Vor dem Spiel waren die Rollen klar verteilt. Die Gäste auf Tabel­len­platz Eins, die Gastgeber als Aufsteiger im unteren Tabel­len­drittel. Dennoch war das Ziel, den Favoriten so lange wie möglich Paroli zu bieten, so die Devise von Co-Trainer Nils Gäbler vor dem Spiel.

Doch bis zum ersten Treffer brauchten die Haus­herren über sieben Minuten und bis zu diesem Zeitpunkt hatten die Gäste des HC Glauchau/Meerane bereits fünfmal einge­netzt (1:5/8.). Auch in der Folge leistete sich die Heim­sieben tech­ni­sche Fehler und unplat­zierte Würfe, die die erfah­renen Westsachsen eiskalt ausnutzten und mit einfachen Konter­toren, erste und zweite Welle quit­tierten. So war bereits nach einer Vier­tel­stunde und der ersten Zehn-Tore-Führung eine Vorent­schei­dung gefallen (3:13). Bis zum Seiten­wechsel erhöhte der Aufstiegs­aspi­rant auf 9:21.

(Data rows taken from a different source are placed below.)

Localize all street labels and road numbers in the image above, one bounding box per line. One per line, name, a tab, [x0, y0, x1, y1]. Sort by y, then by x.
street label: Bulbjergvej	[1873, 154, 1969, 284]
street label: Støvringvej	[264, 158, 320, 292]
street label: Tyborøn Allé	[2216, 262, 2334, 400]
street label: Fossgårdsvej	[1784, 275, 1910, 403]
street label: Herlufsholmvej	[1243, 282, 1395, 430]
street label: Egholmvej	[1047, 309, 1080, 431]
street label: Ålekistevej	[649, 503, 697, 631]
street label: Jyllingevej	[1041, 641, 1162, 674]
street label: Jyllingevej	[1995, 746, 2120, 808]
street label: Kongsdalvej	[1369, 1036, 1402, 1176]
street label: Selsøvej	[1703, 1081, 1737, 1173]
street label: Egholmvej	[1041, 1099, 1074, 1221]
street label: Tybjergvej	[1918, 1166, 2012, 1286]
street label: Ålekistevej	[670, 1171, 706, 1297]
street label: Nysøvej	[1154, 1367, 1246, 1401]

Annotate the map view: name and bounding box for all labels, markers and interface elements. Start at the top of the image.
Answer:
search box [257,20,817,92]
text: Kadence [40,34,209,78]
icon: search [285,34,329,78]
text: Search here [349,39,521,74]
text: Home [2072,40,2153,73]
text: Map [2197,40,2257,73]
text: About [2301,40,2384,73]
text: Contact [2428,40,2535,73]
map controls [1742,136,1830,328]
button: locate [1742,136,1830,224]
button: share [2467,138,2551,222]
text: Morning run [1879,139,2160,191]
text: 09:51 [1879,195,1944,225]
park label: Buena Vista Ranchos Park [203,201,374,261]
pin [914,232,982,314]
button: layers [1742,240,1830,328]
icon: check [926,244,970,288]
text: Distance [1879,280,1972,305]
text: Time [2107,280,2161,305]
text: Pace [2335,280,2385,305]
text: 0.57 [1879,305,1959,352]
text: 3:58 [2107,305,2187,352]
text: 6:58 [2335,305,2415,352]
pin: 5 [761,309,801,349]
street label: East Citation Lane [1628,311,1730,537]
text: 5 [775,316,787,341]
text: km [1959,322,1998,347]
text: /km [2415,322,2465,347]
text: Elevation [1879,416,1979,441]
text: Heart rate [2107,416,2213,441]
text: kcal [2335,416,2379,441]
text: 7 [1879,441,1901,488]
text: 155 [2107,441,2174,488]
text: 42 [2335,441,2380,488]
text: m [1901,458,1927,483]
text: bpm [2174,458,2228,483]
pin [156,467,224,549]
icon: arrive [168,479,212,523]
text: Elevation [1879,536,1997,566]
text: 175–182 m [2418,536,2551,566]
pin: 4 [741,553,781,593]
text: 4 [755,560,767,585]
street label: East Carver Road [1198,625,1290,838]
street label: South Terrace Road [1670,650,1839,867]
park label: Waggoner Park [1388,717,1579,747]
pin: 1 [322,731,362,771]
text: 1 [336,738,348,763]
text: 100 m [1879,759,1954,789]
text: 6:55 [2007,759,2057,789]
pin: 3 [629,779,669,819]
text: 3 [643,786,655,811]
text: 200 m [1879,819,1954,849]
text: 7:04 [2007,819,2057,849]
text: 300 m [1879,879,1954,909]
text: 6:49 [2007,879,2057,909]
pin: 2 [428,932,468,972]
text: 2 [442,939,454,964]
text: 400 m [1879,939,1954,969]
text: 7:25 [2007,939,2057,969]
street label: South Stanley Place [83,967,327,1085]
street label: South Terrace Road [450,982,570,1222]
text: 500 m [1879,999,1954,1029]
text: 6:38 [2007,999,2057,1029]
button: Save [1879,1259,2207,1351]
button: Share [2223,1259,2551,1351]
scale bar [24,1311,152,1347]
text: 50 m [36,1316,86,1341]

In der Pause vor dem zweiten Abschnitt appel­lierte das Trai­ner­ge­spann Martin Kovar und Nils Gäbler noch einmal an seine Mann­schaft, in den zweiten dreißig Minuten noch einmal eine Schippe drauf­zu­legen und nicht gänzlich unter­zu­gehen. Und so zeigte sich der HSV kämp­fe­risch. Gäste­trainer Mario Schuldes nutzte den komfor­ta­blen Vorsprung natürlich auch aus, um allen Spielern Einsatz­zeiten zu geben. Und der HSV konnte bis zum Abpfiff zumindest Gleich­schritt mit den Gästen gehen. Zwischen­zeit­lich verkürzten die Haus­herren auf neun Tore Differenz (15:24/41.). Doch am Ende blieb es trotz ausge­gli­chener zweiten Halbzeit (13:13) bei der ersten deut­li­chen Nieder­lage in der neun Spieltage alten Sachsenliga-Saison (22:34).

»Dass wir gegen den Favoriten keine reale Chance auf Punkte hatte, war uns von vorn­herein klar«, stellt Nils Gäbler nach dem Spiel klar. Dennoch: »Mit einer Nieder­lage mit sechs oder acht Toren hätten wir auch leben können. Doch dafür haben wir vor allem in der ersten Halbzeit zu fahr­lässig gespielt und den Gegner zusätz­lich aufgebaut«, so der Co-Trainer weiter. Und er blickt voraus: »Nächsten Samstag müssen wir nun beim HSV Dresden Farbe bekennen.« Die Dresdner stehen zwei Plätze vor dem HSV und konnten ihrer­seits zuletzt durch einen Sieg Selbst­be­wusst­sein tanken. »Der Blick geht jetzt nach vorn, wir werden uns in der Woche intensiv auf die nächste Aufgabe vorbe­reiten um in Dresden siegreich zu sein«, so der Co-Coach abschlie­ßend.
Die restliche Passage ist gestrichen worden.